[What is expected] Report the count of lines containing the word "aside" in the entries below, and nothing more.

[Supplied material]
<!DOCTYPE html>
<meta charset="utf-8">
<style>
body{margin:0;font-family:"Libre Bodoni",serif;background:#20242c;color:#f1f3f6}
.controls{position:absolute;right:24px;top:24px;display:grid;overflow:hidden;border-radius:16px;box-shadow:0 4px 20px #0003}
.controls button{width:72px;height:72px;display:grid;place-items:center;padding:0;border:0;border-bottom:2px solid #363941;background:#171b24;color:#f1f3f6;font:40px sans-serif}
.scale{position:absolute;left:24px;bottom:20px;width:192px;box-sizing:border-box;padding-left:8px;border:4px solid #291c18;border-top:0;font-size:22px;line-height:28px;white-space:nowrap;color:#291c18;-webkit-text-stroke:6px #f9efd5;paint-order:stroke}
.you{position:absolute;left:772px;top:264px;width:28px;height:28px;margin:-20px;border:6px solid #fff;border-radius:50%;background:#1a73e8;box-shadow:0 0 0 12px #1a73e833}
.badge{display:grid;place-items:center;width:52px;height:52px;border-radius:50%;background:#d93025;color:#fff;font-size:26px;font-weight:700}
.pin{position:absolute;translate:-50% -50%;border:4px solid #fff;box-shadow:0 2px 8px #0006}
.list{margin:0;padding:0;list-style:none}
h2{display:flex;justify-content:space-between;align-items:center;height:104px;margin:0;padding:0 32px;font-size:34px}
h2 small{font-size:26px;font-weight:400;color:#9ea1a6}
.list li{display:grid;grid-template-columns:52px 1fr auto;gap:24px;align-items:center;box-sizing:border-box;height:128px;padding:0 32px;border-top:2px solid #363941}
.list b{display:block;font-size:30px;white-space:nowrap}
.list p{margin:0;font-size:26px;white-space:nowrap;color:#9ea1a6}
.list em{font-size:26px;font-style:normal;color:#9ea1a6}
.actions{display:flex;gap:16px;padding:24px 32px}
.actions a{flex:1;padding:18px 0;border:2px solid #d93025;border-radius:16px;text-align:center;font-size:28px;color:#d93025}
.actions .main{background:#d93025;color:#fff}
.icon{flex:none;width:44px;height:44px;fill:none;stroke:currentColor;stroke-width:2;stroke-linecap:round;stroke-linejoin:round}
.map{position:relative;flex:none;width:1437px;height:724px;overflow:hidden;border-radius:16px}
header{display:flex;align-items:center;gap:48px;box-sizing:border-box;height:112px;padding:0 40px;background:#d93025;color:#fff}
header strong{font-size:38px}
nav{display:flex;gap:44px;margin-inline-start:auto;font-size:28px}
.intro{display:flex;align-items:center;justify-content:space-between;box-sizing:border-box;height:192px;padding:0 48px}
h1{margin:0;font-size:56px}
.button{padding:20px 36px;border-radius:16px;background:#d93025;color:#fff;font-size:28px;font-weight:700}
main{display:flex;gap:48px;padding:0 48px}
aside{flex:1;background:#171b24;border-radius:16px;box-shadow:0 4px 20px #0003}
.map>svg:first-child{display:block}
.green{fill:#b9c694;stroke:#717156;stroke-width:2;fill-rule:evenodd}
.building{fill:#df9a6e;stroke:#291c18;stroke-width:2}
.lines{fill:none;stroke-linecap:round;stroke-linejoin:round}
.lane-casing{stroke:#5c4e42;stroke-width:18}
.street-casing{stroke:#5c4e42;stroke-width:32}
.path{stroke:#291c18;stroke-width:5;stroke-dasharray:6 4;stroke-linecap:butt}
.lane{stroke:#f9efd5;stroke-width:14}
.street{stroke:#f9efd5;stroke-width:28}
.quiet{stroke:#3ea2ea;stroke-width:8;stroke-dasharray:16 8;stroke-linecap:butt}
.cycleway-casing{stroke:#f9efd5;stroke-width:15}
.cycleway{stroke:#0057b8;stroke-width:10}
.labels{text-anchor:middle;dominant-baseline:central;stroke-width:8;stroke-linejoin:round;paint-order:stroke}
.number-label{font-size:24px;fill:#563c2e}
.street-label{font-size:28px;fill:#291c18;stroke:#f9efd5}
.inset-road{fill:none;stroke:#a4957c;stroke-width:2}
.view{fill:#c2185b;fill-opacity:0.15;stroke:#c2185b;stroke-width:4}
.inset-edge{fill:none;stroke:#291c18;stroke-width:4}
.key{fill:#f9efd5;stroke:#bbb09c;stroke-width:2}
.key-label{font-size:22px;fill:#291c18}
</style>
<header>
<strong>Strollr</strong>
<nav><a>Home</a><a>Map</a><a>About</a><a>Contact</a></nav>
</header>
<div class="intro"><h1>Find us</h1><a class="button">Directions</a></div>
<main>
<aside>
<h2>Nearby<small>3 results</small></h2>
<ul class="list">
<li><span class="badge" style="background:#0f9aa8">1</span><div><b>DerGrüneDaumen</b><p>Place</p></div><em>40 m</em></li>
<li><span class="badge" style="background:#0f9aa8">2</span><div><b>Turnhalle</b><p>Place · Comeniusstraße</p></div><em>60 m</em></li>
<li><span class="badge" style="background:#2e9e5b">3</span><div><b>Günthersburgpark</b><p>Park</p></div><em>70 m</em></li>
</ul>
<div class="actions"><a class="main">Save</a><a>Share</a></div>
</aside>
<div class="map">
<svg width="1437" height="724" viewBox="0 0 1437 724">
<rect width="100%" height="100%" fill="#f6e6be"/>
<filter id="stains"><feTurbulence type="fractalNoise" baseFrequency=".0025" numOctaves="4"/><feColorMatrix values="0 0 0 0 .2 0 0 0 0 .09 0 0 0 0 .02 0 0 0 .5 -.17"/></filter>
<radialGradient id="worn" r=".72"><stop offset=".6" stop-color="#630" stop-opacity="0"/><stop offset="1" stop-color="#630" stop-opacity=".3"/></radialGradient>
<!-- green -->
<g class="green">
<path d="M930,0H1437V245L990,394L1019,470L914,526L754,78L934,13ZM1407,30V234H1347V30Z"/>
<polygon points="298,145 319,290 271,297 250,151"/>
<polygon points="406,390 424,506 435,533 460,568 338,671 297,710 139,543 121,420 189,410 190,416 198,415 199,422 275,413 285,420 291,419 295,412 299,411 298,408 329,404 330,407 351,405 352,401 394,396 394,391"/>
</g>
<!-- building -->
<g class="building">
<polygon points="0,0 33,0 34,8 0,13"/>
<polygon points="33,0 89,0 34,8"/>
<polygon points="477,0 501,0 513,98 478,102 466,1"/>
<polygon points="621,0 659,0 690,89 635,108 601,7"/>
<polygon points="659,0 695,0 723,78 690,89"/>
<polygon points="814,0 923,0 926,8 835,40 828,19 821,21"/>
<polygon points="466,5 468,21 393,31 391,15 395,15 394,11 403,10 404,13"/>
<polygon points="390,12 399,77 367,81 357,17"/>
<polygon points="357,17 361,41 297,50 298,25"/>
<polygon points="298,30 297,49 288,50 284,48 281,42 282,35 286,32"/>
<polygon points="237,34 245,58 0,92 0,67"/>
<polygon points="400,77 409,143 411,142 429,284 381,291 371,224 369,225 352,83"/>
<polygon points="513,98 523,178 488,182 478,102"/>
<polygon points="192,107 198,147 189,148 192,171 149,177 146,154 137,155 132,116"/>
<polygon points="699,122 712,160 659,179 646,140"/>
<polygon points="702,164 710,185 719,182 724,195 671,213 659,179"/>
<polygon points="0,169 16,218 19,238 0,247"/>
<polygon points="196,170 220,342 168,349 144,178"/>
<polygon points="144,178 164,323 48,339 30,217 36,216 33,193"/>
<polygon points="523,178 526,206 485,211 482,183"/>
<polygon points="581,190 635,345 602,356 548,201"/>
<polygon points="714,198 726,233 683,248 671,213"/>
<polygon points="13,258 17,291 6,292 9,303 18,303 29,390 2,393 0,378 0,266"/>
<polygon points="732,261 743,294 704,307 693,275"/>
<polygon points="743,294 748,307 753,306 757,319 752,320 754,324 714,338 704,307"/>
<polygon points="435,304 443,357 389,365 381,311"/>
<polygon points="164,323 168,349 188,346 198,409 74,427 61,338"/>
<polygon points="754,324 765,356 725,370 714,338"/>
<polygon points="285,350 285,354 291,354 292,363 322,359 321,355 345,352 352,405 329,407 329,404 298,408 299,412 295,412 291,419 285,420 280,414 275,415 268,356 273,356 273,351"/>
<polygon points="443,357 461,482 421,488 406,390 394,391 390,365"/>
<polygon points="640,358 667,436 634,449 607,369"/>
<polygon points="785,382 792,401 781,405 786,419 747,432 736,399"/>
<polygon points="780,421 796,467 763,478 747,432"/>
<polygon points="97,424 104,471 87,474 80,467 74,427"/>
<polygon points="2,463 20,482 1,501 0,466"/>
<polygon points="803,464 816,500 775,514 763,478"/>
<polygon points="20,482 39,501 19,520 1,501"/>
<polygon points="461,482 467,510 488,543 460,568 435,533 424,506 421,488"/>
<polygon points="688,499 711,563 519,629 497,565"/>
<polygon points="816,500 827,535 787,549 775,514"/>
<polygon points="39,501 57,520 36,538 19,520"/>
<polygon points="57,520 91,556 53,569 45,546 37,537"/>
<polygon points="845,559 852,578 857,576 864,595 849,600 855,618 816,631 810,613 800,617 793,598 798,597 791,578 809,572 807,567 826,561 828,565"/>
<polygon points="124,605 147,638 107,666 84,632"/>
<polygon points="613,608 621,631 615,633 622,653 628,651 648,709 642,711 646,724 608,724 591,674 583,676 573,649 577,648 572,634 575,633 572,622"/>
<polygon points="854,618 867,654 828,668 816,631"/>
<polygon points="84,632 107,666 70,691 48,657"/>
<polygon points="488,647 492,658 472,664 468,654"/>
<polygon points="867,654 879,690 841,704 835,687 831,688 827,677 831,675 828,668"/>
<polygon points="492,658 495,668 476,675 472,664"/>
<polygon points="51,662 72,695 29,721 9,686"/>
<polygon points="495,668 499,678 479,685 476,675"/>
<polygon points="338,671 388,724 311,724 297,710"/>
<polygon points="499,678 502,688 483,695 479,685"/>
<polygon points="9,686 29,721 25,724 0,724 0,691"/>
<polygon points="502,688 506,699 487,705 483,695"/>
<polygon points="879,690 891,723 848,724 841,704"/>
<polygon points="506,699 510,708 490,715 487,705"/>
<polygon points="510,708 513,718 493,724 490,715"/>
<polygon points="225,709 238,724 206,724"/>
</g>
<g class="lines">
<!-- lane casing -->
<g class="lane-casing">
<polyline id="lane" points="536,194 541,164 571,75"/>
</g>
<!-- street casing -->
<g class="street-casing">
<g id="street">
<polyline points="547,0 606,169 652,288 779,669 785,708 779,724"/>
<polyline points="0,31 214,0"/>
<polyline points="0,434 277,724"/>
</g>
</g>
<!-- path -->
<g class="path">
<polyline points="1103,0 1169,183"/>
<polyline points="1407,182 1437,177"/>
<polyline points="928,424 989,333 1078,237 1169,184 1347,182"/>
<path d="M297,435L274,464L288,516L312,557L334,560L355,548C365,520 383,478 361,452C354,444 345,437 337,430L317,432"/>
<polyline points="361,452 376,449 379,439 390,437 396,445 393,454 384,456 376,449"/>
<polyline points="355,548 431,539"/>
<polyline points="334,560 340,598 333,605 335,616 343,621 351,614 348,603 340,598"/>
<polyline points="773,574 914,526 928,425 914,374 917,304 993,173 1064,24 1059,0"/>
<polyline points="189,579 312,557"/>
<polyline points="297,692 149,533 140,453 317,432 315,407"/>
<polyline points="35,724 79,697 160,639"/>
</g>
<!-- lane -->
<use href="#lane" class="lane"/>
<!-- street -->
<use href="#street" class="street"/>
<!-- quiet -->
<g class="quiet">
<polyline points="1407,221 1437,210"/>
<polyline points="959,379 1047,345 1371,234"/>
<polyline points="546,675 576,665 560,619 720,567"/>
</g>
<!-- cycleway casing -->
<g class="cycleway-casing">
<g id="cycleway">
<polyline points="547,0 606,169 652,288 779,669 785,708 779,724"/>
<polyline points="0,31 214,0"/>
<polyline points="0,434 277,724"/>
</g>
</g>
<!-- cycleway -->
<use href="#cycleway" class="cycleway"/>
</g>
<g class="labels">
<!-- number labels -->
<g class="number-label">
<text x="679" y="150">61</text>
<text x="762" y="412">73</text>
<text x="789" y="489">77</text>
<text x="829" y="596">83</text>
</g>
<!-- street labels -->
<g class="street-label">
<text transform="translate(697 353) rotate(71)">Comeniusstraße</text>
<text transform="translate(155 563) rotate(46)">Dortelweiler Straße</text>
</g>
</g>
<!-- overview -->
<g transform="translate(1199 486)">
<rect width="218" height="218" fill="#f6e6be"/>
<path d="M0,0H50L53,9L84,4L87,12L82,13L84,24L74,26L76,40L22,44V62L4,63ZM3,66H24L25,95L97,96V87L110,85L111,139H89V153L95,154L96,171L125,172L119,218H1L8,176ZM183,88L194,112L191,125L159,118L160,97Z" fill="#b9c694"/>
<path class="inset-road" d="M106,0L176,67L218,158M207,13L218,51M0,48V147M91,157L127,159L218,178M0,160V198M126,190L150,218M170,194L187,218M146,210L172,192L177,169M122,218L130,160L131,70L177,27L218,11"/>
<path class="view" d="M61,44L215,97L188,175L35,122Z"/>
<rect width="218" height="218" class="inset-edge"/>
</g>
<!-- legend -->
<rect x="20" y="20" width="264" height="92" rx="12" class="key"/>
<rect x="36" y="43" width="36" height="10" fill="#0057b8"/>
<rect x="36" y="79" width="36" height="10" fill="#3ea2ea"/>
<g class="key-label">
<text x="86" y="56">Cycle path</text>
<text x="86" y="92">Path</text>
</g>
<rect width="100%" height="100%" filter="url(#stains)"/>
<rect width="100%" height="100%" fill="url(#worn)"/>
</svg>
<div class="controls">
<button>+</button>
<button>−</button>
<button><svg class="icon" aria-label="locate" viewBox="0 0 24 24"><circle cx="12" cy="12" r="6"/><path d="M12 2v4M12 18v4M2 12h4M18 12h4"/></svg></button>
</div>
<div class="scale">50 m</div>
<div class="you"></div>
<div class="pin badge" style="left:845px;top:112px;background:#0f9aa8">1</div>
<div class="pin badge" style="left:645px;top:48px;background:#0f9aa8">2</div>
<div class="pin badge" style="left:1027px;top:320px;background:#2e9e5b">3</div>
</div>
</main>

[Answer to the problem] 3